**Exercise**:
Transcribe exactly the line containing "For a GIS import: Build" plus every later line in the data.

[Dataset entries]
========

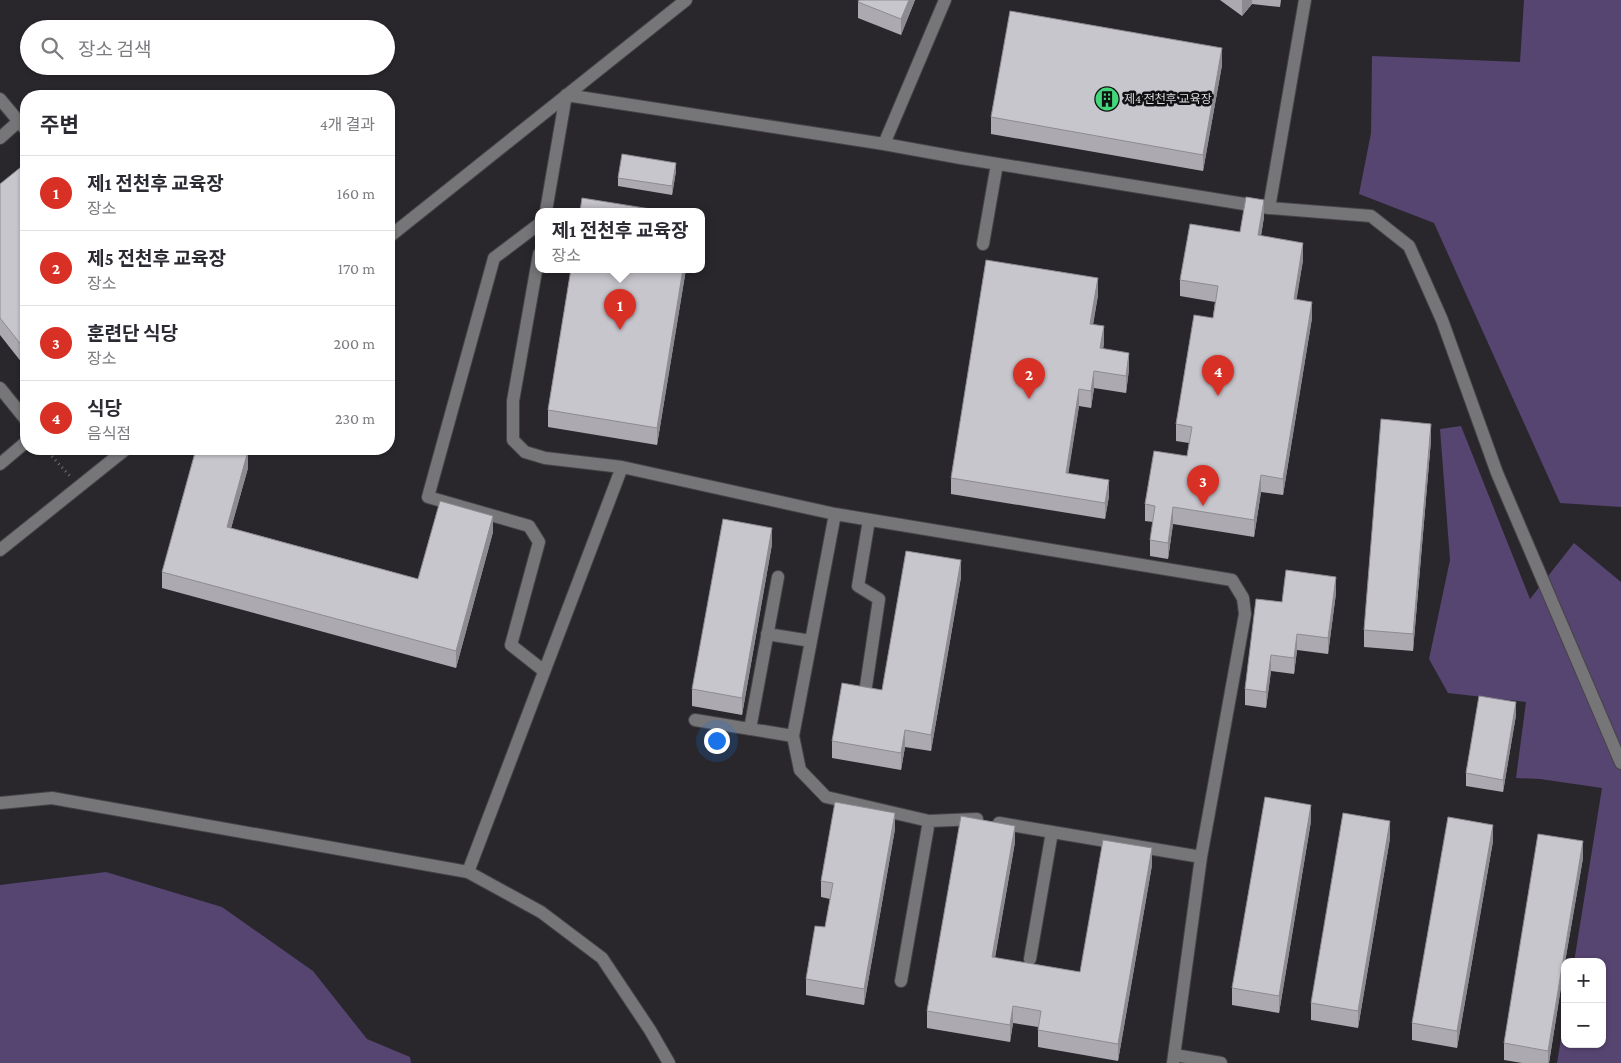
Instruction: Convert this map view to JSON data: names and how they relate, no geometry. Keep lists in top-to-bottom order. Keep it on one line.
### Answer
{"places":{"building":["제4 전천후 교육장"]},"page":{"search":"장소 검색","heading":["주변","4개 결과"],"list":[{"mark":"1","name":"제1 전천후 교육장","note":"장소","value":"160 m"},{"mark":"2","name":"제5 전천후 교육장","note":"장소","value":"170 m"},{"mark":"3","name":"훈련단 식당","note":"장소","value":"200 m"},{"mark":"4","name":"식당","note":"음식점","value":"230 m"}],"popup":["제1 전천후 교육장","장소"],"pins":["1","4","2","3"],"map_buttons":["+","−"]}}
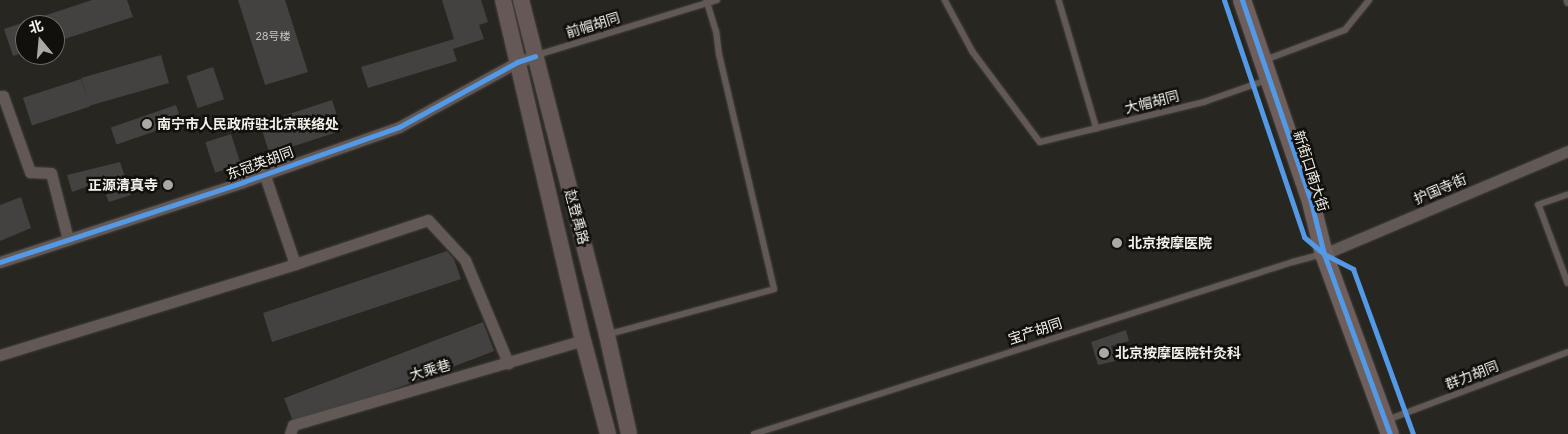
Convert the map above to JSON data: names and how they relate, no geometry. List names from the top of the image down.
{
  "streets": {
    "main road": ["新街口南大街", "赵登禹路"],
    "street": ["东冠英胡同", "护国寺街", "大乘巷"],
    "lane": [
      "前帽胡同",
      "大帽胡同",
      "宝产胡同",
      "群力胡同"
    ]
  },
  "crossings": [
    ["前帽胡同", "东冠英胡同"],
    ["前帽胡同", "赵登禹路"],
    ["大帽胡同", "新街口南大街"],
    ["东冠英胡同", "赵登禹路"],
    ["新街口南大街", "护国寺街"],
    ["新街口南大街", "宝产胡同"],
    ["新街口南大街", "群力胡同"],
    ["护国寺街", "宝产胡同"],
    ["赵登禹路", "大乘巷"]
  ],
  "places": [
    "南宁市人民政府驻北京联络处",
    "正源清真寺",
    "北京按摩医院",
    "北京按摩医院针灸科"
  ],
  "house_numbers": ["28号楼"],
  "north": "top"
}
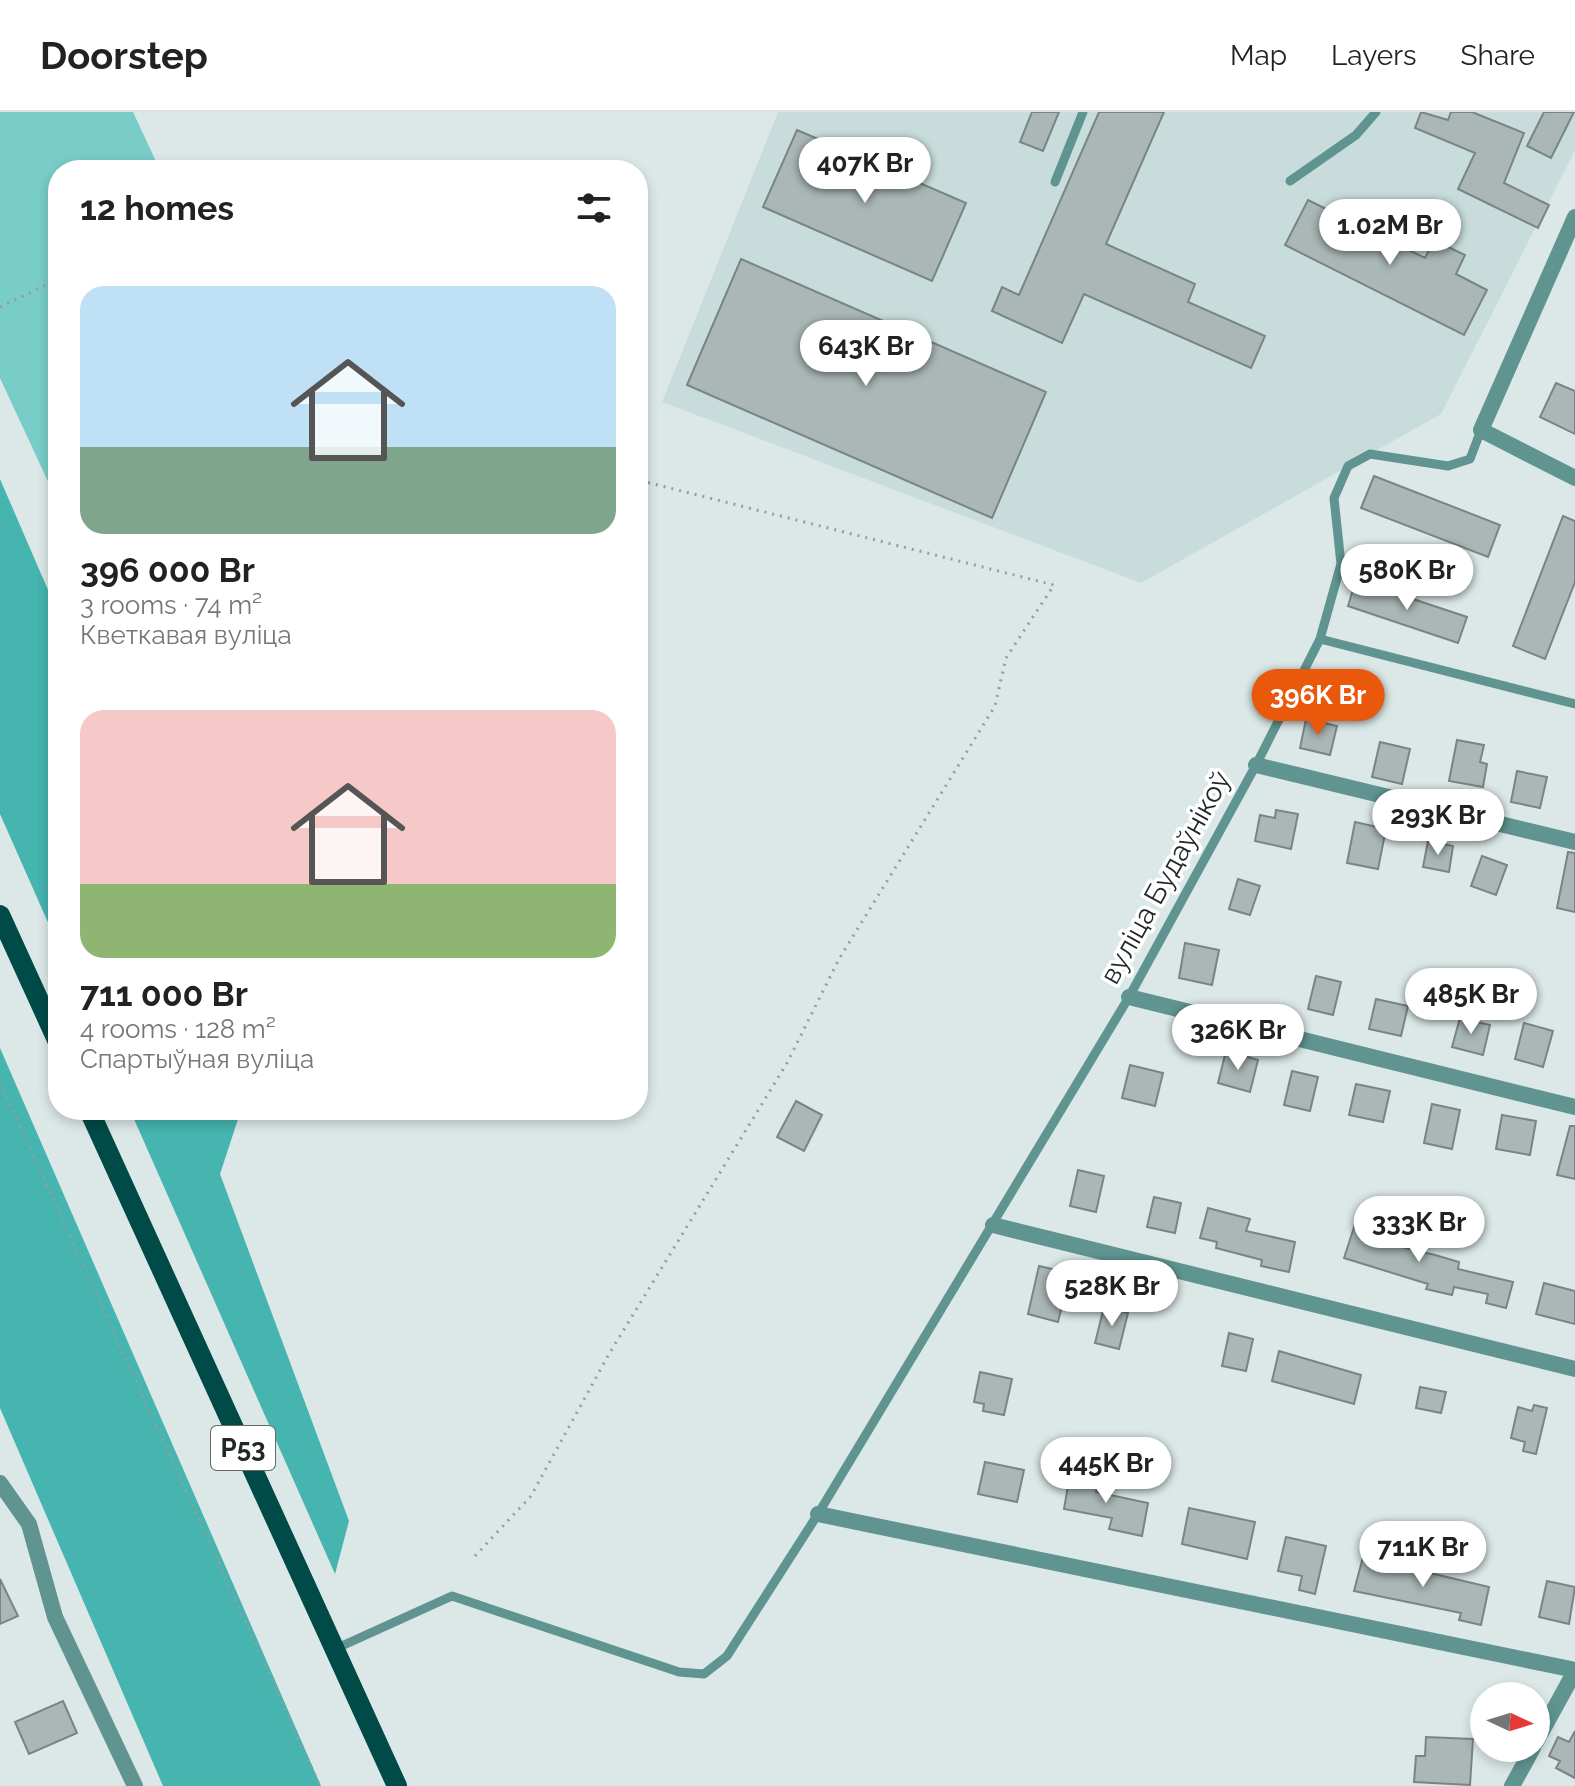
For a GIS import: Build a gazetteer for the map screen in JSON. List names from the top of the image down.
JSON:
{
  "streets": {
    "main road": ["Р53"],
    "lane": ["вуліца Будаўнікоў"]
  },
  "crossings": [
    ["вуліца Будаўнікоў", "Р53"]
  ],
  "north": "right",
  "page": {
    "header": "Doorstep",
    "nav": ["Map", "Layers", "Share"],
    "price": [
      "407K Br",
      "1.02M Br",
      "643K Br",
      "580K Br",
      "396K Br",
      "293K Br",
      "485K Br",
      "326K Br",
      "333K Br",
      "528K Br",
      "445K Br",
      "711K Br"
    ],
    "heading": "12 homes",
    "list": [
      {
        "name": "396 000 Br",
        "note": "3 rooms · 74 m² · Кветкавая вуліца"
      },
      {
        "name": "711 000 Br",
        "note": "4 rooms · 128 m² · Спартыўная вуліца"
      }
    ]
  }
}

========

**The answer**:
For a GIS import: Build a gazetteer for the map screen in JSON. List names from the top of the image down.
JSON:
{
  "streets": {
    "main road": ["Р53"],
    "lane": ["вуліца Будаўнікоў"]
  },
  "crossings": [
    ["вуліца Будаўнікоў", "Р53"]
  ],
  "north": "right",
  "page": {
    "header": "Doorstep",
    "nav": ["Map", "Layers", "Share"],
    "price": [
      "407K Br",
      "1.02M Br",
      "643K Br",
      "580K Br",
      "396K Br",
      "293K Br",
      "485K Br",
      "326K Br",
      "333K Br",
      "528K Br",
      "445K Br",
      "711K Br"
    ],
    "heading": "12 homes",
    "list": [
      {
        "name": "396 000 Br",
        "note": "3 rooms · 74 m² · Кветкавая вуліца"
      },
      {
        "name": "711 000 Br",
        "note": "4 rooms · 128 m² · Спартыўная вуліца"
      }
    ]
  }
}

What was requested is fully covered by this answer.